Estoy hablando, por ejemplo, dentro de comer, del acto de permitirse una hamburguesa con papas fritas y gaseosa. Dentro de adquirir cosas, del acto de permitirse un objeto decorativo que, como tal, no es indispensable pero hace el entorno más agradable. Dentro de las actividades de diversión, ir a la discoteca una que otra vez. A eso es que me refiero; no te estoy instando a una condena sistemática de cualquier cosa que asocies con “disfrutar”. De ninguna manera.

El poder de la gratitud

Pensemos ahora en las personas y las cosas que han llegado a tu vida para quedarse. No las puedes exactamente “dosificar”, ¿no? Conociste a la persona de tus sueños y te casas con ella. El contrato nupcial, en condiciones normales, implica la convivencia permanente. ¿Entonces?

En este caso y en cualquier situación análoga (en la que por definición vas a estar en contacto permanente con esa persona o con esa cosa –pensemos en la casa grande que compraste con tanto esfuerzo y que ahora te parece normal), mi consejo más enérgico es hacia la gratitud: de vez en cuando haz el repaso de todas las cosas bonitas que esa persona ha traído a tu vida; del bienestar que puedes dar a tus hijos con esa casa grande en la que pueden jugar más holgadamente. La gratitud es la vacuna contra la maña de acostumbrarse, relajarse e involucrarse en rutinas carentes de sentido.


Tomar consciencia de lo elemental hace percatarse de lo extraordinario

No te acostumbres. Por favor, no te acostumbres.
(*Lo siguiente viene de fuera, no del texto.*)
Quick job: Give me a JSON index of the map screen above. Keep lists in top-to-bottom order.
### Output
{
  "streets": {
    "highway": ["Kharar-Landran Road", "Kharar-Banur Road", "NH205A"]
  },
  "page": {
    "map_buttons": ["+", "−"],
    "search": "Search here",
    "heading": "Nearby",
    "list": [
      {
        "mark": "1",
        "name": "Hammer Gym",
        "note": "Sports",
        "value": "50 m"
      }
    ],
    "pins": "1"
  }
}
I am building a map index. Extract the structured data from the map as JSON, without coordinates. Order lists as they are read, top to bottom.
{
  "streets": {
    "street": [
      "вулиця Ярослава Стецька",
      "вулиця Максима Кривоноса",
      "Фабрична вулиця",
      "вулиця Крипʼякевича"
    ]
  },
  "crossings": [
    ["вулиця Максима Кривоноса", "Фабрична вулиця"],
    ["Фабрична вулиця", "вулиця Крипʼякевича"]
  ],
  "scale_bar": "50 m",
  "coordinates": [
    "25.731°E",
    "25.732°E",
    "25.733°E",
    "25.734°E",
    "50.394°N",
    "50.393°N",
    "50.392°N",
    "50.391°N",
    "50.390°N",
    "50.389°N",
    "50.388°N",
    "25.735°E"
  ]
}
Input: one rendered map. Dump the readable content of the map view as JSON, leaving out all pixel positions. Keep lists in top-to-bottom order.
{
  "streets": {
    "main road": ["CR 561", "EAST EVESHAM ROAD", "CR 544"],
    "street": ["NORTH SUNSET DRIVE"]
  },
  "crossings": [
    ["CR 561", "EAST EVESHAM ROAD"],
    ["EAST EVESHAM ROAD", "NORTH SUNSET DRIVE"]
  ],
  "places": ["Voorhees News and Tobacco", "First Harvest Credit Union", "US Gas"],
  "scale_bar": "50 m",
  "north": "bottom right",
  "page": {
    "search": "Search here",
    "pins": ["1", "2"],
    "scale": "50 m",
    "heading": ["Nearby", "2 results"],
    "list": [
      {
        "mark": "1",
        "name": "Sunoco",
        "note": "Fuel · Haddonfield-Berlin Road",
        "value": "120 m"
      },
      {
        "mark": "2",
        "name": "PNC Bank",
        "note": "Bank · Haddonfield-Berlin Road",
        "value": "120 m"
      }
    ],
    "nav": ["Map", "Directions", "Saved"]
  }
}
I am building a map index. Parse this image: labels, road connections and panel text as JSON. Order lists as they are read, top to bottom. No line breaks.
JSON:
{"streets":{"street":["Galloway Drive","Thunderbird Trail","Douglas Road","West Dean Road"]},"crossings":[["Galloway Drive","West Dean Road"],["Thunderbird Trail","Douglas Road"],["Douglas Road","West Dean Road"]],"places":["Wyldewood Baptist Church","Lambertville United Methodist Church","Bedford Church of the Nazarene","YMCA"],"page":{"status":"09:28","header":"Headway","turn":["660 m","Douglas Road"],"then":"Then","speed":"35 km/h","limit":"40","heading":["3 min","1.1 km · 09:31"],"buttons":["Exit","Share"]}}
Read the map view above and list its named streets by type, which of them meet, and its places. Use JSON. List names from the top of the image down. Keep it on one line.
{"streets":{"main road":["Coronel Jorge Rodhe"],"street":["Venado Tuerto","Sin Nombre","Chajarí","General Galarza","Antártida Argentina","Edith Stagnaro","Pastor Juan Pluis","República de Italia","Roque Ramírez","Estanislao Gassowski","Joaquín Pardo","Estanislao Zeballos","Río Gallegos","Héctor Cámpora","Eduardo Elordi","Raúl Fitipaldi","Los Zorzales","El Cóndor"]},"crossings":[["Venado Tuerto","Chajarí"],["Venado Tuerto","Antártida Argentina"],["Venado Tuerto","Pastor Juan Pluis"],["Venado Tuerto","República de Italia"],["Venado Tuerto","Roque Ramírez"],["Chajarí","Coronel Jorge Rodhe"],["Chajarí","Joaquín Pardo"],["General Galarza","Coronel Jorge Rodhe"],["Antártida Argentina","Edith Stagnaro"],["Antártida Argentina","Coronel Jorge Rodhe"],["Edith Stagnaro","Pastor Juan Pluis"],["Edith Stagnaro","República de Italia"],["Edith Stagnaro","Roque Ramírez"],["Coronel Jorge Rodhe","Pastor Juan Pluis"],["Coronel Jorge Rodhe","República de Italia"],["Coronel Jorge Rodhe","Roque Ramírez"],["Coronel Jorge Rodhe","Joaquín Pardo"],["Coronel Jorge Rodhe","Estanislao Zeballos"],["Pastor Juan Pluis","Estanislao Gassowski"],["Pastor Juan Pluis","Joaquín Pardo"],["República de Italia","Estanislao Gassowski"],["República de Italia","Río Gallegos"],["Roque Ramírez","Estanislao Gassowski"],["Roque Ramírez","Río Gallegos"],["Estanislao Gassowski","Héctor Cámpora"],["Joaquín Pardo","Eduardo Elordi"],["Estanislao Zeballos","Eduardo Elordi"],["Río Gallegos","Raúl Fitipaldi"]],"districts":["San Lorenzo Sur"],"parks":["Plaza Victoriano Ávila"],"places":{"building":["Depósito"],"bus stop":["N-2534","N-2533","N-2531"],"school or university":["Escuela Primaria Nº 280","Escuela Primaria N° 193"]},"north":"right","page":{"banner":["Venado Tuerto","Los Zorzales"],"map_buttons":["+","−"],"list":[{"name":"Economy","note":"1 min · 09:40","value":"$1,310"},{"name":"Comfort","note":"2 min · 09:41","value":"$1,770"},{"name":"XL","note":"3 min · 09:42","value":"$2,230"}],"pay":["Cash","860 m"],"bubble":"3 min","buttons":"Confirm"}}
Cuando tomas la decisión de reivindicar el valor de las cosas sencillas (de sentirte feliz porque sonó una canción que te gusta; de disfrutar el perfume de alguien que va caminando por el pasillo; de alegrarte con el beso de buenos días de ese ser querido, etc.), te va a quedar más fácil notar las cosas que son excepcionalmente buenas y que, en tal sentido, acarrean felicidades excepcionales.

De no estar en ese estado permanente de consciencia, de no vivir el momento presente, aquí y ahora, te estarás privando penosamente de muchísimas alegrías que se te van a figurar normales por haberte descuidado y haber comenzado a creer, imprudentemente, que te mereces y que no debes agradecer las cosas fabulosas que todo el tiempo te están pasando, como ese plato de comida rica que seguro estuvo hace algunas horas en tu mesa o esa cama tibia en la que amaneciste.

Detente un minuto y piensa en cuánta Felicidad hay en lo simple.

(¿No quedó claro? Hay mucha, ¡muchísima Felicidad en lo simple!)